**Exercise materials**
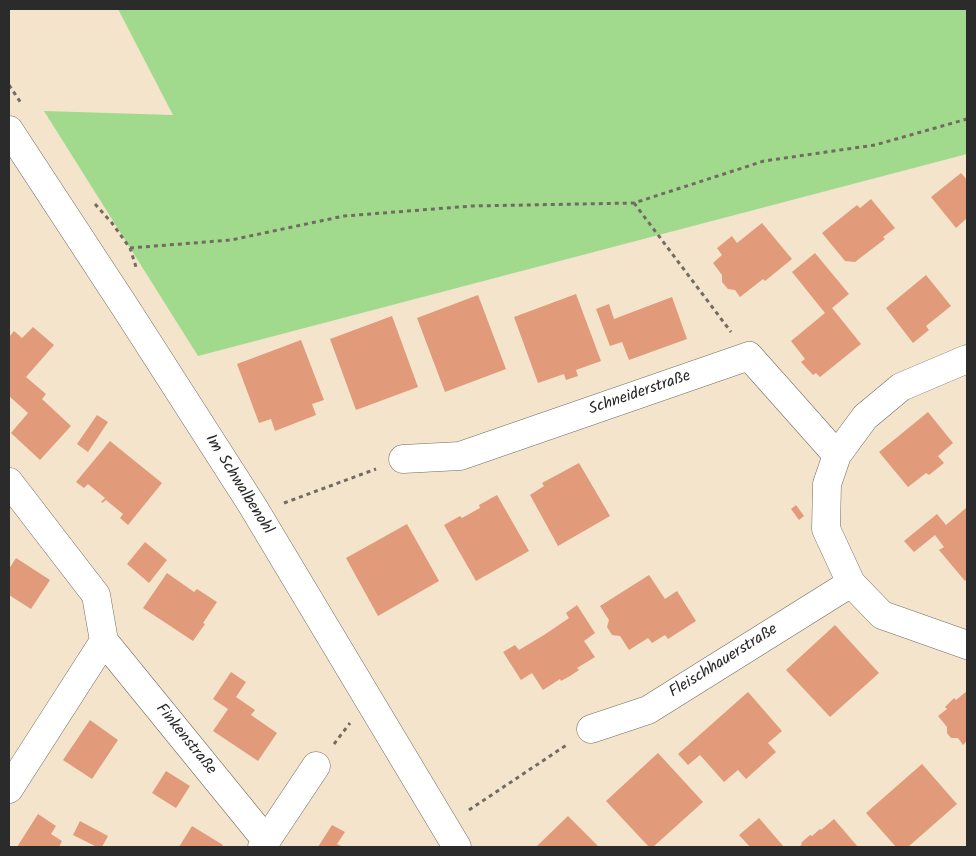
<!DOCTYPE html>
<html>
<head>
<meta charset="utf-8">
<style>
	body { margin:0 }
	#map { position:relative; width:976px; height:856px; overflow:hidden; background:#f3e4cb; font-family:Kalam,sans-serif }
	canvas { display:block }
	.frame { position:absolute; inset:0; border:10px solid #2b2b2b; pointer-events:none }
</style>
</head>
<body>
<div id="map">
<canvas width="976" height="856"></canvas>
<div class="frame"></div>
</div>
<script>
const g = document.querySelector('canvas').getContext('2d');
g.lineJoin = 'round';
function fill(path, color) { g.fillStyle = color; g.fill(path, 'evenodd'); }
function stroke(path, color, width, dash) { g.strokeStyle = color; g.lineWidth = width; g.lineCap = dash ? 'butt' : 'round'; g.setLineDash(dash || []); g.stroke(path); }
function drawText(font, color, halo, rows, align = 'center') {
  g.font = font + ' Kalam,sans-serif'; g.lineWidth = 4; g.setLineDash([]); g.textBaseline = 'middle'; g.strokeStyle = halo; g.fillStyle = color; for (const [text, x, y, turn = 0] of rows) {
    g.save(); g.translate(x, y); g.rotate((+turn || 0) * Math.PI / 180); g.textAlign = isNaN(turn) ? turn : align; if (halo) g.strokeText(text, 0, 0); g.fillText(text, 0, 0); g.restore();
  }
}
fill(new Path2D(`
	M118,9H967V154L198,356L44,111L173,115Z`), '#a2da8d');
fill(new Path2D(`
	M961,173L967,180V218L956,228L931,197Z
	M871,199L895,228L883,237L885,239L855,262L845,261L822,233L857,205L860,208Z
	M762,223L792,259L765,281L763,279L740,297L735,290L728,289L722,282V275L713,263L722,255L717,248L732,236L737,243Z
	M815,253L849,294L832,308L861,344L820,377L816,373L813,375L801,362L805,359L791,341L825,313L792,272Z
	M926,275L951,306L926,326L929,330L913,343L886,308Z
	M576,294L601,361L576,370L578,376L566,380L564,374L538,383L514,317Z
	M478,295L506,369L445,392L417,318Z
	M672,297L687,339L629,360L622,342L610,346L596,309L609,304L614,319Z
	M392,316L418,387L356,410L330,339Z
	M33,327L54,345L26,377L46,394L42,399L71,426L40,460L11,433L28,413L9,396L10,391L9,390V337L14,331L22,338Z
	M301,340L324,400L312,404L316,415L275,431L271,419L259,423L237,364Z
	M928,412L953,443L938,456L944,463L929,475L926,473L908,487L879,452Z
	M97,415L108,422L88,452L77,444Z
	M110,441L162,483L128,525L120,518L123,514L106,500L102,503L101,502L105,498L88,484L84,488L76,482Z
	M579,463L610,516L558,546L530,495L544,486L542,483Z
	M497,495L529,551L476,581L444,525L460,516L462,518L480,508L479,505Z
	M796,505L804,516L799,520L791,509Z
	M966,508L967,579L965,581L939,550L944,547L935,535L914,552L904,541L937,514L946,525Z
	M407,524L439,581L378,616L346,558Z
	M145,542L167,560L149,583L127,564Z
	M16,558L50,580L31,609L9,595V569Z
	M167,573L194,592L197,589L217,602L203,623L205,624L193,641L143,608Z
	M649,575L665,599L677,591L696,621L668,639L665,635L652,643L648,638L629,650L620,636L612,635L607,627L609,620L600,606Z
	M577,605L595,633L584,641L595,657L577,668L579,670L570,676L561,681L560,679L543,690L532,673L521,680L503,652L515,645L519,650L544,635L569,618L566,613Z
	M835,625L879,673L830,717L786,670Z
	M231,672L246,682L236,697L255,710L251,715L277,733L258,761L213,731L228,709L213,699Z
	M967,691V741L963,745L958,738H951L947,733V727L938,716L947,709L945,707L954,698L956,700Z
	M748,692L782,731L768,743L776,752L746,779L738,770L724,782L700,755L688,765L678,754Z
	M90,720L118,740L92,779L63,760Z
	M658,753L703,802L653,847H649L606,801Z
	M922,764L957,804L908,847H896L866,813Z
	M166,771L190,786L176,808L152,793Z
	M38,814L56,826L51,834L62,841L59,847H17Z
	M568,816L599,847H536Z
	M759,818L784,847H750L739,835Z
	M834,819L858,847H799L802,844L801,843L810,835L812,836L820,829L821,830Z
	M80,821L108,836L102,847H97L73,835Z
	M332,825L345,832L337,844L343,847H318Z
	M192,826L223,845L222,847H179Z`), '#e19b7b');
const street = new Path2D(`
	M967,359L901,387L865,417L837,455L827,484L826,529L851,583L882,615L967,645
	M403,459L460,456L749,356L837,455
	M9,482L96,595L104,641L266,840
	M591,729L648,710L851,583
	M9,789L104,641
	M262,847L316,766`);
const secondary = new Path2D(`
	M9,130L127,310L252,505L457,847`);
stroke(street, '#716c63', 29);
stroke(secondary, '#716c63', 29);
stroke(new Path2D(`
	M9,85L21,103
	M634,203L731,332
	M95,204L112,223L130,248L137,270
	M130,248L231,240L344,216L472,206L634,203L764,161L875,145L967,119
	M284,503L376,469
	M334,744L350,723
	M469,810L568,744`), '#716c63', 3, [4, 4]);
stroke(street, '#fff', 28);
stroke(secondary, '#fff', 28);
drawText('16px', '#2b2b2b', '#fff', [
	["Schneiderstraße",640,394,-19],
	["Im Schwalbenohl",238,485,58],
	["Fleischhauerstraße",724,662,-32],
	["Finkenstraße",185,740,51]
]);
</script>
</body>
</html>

**What the task requires**
Where the line containing "stroke(secondary, '#fff', 28);" appears in the records above, begin copying and continue through the last line; copy each line exactly and include no others.

**Solution below**
stroke(secondary, '#fff', 28);
drawText('16px', '#2b2b2b', '#fff', [
	["Schneiderstraße",640,394,-19],
	["Im Schwalbenohl",238,485,58],
	["Fleischhauerstraße",724,662,-32],
	["Finkenstraße",185,740,51]
]);
</script>
</body>
</html>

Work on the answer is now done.